Yes, many people can reasonably claim that the Trump presidency is also an “extraordinary circumstance,” creating the opportunity for an election upset.
Even so, when the economy is doing well — and if the various investigations don’t reveal serious presidential wrongdoing — history overwhelmingly favors the incumbent.
The second factor working against a Democratic upset victory is the party’s increasing leftward shift to democratic socialism.
The Gallup polling company reports that 57 percent of Democrats have a positive view of socialism, as opposed to only 37 percent of all voters.
It wasn’t that long ago when many Democrats were widely respected for their thoughtful, moderate leadership: Sens. Sam Nunn of Georgia, Lloyd Bentsen of Texas and Joe Lieberman of Connecticut, to name a few. Those days are gone.
Vermont Sen. Bernie Sanders used to be the only self-described democratic socialist in Congress. Every time he would introduce his socialized-medicine scheme, “Medicare for All,” other senators would run for cover to avoid any hint of association.
At a recent Medicare for All press conference, Sanders was surrounded by Democrats, many of whom are vying to be the next president of the United States.
Democratic presidential hopefuls, and the party generally, are embracing policies like those supported by the group Democratic Socialists of America: free college education; free health care; free child care and paid family leave; universal basic income; and a carbon-free economy with only renewable energy and electric cars.
Of course, “free” means taxpayer — that’s you — must pay for it.
This is a far cry from the Democratic Party of even President Bill Clinton, who once famously proclaimed “the era of big government is over.” Today’s leading Democrats think the era of big government has just begun.

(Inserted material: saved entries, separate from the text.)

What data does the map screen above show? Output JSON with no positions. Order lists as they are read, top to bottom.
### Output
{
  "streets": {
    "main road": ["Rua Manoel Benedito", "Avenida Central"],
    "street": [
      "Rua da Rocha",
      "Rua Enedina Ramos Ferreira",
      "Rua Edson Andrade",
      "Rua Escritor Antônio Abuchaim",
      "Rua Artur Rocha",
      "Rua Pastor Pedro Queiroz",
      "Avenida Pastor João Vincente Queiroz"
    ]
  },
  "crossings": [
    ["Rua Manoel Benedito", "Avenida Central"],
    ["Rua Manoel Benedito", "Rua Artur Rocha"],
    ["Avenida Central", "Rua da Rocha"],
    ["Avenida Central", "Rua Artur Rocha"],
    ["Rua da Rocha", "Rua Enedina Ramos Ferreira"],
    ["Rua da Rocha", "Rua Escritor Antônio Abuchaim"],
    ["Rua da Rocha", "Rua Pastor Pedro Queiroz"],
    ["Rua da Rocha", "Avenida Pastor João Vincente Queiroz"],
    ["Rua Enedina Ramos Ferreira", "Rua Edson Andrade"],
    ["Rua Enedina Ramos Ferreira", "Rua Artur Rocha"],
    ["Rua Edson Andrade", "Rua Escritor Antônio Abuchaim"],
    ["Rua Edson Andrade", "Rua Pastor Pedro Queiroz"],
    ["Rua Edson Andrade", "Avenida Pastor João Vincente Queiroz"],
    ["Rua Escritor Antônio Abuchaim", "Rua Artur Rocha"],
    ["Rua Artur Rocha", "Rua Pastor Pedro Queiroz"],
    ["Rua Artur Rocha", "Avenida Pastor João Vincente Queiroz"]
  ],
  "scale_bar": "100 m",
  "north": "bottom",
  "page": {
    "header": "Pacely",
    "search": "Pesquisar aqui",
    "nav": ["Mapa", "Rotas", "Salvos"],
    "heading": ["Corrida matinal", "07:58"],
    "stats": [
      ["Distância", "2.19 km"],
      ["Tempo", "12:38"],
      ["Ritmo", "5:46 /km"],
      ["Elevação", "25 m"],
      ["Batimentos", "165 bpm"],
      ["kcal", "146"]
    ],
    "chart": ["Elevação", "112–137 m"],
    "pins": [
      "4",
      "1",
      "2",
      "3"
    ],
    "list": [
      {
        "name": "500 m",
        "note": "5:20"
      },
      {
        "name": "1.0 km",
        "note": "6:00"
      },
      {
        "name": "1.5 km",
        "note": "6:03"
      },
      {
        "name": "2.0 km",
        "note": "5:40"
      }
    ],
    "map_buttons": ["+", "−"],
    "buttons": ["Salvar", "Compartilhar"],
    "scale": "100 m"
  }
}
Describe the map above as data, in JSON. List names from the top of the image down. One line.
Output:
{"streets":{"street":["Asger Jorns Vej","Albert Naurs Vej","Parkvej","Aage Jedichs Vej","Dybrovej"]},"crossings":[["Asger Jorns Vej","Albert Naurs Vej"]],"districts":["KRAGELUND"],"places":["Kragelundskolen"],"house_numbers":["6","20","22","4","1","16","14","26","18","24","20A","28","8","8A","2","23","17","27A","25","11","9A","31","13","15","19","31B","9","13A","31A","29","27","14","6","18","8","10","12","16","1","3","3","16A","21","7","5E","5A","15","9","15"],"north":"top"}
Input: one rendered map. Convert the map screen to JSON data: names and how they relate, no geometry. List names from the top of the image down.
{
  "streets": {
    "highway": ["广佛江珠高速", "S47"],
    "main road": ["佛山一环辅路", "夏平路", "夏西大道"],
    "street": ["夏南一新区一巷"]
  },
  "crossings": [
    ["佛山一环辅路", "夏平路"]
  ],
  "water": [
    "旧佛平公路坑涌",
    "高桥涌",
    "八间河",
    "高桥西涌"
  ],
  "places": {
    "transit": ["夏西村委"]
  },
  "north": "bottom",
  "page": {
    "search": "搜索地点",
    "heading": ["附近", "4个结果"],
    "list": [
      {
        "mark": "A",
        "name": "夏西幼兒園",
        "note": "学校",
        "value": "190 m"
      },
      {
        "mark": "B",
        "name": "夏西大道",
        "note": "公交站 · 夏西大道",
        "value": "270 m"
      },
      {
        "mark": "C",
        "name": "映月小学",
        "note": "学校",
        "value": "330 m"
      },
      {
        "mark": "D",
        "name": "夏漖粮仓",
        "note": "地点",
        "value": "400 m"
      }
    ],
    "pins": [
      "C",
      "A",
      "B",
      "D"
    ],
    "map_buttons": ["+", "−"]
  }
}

The mainstream media have become co-conspirators in this leap to the left by constantly promoting the most outspoken leftists, especially Sanders and Rep. (and media sensation) Alexandria Ocasio-Cortez of New York. They, and a few others, are the voices providing the energy and policy ideas driving the Democratic Party.
The problem for Democratic candidates is that America is still a moderate to center-right country.
A 2018 Gallup poll found that 35 percent of Americans described themselves as conservative and another 35 percent as moderate. Only 26 percent claimed to be liberal.
Lurching to the left may win donations, enthusiastic volunteers and even the Democratic presidential nomination. But it will almost certainly lose the election.
To be sure, President Donald Trump faces some re-election headwinds, many of his own making. But the biggest factor in favor of his re-election will be running against a democratic socialist, in fact if not in name.
Merrill Matthews is a resident scholar with the Institute for Policy Innovation.